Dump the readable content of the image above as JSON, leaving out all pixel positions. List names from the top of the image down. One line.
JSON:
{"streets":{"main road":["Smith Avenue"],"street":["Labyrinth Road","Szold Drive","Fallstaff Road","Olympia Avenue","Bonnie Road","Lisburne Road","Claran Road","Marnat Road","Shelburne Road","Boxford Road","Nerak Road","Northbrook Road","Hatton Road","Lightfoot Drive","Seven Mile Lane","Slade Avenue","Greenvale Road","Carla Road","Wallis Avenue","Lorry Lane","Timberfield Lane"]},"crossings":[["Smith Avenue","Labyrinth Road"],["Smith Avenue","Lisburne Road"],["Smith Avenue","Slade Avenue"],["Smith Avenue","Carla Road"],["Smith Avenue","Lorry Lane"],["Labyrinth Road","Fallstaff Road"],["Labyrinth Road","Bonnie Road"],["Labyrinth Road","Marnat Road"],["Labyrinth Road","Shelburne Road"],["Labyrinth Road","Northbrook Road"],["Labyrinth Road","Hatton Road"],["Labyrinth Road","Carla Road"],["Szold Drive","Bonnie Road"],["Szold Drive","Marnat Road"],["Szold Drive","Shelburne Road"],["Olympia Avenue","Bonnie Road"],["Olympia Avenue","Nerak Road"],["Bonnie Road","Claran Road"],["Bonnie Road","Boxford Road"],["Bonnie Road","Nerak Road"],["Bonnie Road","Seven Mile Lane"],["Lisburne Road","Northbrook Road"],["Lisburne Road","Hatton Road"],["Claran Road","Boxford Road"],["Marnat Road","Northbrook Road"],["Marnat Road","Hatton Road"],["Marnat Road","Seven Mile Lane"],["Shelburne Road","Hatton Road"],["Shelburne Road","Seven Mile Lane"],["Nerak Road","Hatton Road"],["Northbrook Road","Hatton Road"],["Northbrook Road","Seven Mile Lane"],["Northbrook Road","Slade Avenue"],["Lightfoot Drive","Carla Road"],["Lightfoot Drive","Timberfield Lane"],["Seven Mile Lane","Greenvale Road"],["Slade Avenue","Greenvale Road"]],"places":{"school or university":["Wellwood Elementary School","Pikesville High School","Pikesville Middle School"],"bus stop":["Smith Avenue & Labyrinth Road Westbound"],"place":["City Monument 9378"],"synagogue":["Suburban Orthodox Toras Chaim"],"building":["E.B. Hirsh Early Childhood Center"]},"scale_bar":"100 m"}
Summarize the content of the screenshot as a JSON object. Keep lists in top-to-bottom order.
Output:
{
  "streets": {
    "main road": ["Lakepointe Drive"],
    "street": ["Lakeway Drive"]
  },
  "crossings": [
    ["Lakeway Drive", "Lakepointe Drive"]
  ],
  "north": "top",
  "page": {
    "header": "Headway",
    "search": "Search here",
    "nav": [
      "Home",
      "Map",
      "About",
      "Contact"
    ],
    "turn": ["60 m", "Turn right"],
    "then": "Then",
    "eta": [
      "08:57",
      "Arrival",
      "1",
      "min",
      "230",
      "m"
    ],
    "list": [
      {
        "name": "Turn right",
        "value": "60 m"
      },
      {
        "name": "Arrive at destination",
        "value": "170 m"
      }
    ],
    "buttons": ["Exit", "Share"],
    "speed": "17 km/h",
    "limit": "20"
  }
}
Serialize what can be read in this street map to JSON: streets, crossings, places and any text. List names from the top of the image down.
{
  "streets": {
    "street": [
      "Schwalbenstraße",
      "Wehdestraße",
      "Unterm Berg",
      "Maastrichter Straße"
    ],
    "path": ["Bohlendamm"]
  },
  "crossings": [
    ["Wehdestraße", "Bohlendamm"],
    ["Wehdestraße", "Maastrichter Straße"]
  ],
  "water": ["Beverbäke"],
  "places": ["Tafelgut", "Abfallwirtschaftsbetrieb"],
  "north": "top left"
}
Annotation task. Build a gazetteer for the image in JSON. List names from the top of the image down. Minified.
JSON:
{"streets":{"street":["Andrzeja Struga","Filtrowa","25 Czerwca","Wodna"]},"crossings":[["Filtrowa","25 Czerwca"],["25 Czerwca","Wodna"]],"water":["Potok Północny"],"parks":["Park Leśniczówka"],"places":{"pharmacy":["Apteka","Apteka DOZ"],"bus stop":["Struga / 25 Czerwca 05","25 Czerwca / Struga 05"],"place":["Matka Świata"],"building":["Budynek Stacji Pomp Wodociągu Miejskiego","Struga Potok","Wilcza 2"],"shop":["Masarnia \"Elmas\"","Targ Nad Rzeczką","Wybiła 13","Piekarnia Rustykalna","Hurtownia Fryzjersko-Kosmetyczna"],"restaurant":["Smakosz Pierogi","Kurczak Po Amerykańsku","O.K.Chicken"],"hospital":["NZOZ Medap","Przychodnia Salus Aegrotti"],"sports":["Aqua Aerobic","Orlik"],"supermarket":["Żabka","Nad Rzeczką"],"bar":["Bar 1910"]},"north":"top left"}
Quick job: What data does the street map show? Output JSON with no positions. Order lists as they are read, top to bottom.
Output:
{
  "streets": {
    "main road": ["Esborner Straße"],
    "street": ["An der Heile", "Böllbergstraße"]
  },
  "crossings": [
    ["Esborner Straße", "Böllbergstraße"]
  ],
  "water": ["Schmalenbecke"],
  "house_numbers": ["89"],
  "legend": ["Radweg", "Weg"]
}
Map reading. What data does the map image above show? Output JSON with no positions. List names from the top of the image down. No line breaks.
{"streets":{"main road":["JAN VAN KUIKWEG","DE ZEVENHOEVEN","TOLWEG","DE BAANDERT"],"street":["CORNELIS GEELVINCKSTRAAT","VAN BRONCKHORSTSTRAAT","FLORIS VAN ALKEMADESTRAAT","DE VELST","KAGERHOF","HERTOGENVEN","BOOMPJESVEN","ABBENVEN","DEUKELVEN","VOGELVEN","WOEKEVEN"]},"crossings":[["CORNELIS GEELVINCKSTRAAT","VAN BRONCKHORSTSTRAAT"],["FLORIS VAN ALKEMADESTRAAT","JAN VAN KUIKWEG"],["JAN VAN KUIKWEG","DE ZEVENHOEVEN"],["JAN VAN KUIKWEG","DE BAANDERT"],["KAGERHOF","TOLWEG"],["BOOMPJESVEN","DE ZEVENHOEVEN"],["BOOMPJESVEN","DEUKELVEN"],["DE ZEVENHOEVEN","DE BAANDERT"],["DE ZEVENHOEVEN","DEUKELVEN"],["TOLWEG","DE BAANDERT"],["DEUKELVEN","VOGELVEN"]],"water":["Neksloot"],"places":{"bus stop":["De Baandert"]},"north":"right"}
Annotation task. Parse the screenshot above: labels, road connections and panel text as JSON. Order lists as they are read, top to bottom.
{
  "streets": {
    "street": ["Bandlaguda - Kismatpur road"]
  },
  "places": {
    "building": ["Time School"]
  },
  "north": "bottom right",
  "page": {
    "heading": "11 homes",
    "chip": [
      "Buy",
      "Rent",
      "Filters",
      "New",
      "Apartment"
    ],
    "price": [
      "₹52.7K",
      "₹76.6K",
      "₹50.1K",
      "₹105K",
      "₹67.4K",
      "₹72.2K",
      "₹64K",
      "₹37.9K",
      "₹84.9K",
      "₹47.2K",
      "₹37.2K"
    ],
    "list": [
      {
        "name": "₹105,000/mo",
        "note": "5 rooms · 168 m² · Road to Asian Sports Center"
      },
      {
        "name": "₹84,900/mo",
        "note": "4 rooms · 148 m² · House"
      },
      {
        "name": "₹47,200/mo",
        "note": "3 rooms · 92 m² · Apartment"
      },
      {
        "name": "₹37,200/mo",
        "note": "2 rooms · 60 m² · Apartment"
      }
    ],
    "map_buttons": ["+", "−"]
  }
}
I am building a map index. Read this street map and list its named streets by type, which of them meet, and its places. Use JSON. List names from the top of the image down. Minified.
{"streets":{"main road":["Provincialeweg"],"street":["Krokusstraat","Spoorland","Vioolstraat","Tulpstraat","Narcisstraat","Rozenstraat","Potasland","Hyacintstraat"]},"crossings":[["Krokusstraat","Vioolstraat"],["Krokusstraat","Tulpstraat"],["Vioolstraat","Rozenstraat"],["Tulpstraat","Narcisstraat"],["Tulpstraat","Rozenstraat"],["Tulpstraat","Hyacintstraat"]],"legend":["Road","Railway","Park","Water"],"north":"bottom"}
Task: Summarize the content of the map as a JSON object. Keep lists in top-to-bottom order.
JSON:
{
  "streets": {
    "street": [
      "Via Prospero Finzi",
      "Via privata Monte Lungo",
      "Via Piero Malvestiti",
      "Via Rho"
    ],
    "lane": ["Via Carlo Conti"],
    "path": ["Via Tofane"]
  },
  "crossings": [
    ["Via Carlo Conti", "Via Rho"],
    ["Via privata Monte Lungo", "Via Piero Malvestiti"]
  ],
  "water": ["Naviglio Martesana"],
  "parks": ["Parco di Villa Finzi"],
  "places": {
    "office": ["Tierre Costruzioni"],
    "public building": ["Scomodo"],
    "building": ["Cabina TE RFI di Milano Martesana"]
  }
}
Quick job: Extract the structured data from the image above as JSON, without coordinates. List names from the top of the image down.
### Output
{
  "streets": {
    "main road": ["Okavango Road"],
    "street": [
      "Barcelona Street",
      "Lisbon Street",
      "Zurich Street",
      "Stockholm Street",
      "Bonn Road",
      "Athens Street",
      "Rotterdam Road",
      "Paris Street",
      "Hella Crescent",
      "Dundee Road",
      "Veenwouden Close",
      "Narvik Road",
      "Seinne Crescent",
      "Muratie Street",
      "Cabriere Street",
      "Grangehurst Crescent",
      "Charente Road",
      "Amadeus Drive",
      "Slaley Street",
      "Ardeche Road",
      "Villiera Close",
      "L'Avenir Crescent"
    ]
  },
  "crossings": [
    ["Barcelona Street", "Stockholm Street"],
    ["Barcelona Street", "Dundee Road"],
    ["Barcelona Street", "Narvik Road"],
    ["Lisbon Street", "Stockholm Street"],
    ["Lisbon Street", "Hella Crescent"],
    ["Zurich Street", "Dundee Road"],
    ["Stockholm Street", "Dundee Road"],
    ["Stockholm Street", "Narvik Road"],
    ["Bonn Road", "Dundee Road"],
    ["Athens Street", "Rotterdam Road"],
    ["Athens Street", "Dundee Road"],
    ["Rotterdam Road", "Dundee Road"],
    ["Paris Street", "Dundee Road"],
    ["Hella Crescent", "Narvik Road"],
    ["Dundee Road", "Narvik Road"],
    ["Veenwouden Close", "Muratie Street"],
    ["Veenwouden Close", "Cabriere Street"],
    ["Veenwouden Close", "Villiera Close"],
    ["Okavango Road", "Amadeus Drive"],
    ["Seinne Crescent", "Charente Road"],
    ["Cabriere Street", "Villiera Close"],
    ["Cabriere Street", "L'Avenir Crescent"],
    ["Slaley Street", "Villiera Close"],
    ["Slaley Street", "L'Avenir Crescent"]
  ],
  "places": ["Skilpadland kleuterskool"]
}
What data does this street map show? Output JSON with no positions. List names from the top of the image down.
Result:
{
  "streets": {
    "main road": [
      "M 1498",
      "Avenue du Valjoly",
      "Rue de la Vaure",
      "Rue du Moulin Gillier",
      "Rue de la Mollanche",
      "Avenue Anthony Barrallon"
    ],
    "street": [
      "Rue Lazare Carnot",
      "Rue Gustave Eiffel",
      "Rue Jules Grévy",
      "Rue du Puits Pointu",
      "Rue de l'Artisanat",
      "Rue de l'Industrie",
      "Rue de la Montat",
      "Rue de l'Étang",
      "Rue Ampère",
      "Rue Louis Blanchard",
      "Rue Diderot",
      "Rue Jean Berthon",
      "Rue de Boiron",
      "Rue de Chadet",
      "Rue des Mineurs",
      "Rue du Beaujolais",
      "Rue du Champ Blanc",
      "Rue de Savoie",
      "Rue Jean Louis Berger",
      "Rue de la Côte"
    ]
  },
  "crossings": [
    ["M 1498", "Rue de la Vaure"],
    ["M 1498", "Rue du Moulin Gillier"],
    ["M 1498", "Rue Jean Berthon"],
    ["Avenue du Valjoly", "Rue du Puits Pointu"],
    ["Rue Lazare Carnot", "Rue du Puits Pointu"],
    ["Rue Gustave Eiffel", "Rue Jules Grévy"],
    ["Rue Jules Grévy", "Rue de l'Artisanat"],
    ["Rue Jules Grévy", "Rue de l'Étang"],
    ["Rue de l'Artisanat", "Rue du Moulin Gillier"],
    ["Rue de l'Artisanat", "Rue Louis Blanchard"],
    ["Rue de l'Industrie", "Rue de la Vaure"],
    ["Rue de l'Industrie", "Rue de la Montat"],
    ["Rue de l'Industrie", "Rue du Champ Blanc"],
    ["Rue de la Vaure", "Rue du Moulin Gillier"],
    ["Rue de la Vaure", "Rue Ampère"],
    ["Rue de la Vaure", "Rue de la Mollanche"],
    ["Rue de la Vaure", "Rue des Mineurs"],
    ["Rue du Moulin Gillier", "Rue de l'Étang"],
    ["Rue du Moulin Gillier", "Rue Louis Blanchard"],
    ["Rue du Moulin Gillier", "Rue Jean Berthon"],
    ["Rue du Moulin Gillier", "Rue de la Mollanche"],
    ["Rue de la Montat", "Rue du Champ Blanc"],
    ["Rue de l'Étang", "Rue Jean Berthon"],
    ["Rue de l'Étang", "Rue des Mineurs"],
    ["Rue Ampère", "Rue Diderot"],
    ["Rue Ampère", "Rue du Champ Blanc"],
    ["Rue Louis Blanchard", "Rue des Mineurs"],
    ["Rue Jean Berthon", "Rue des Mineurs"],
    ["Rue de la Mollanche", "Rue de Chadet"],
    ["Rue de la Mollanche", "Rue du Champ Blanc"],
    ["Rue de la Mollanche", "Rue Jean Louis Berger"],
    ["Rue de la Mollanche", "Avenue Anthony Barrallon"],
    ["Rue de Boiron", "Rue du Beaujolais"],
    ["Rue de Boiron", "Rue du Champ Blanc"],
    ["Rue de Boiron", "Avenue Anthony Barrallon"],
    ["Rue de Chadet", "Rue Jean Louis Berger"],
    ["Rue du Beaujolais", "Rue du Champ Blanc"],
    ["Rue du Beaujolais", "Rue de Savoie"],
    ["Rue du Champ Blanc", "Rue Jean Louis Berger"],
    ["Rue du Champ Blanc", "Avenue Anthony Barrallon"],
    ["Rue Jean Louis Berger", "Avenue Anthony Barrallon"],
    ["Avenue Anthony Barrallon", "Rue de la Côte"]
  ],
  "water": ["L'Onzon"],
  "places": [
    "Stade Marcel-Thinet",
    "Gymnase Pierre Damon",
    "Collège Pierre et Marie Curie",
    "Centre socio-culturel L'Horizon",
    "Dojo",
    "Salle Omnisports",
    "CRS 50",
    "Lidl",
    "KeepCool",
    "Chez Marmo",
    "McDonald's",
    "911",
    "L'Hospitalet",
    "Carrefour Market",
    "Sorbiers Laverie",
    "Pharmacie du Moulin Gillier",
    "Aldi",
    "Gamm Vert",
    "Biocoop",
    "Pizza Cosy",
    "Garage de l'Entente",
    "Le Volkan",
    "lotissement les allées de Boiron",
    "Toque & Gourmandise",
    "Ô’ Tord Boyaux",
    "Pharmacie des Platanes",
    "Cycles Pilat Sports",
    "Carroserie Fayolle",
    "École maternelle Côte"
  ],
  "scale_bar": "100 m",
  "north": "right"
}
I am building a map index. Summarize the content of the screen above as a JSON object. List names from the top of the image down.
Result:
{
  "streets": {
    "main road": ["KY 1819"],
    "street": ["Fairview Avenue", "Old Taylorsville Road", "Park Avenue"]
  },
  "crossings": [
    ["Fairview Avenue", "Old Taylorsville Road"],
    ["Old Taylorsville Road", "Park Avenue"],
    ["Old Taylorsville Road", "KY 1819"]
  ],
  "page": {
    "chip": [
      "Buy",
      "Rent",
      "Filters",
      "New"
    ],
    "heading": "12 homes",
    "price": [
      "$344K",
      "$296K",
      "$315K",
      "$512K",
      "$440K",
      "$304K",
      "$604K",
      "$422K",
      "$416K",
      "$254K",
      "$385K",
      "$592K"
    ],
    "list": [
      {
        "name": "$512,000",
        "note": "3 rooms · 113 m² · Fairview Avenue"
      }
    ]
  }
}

Problem statement: Count up the lines of the listing in which the word "Jules" occurs, then state that number by itself.

Exercise answer: 4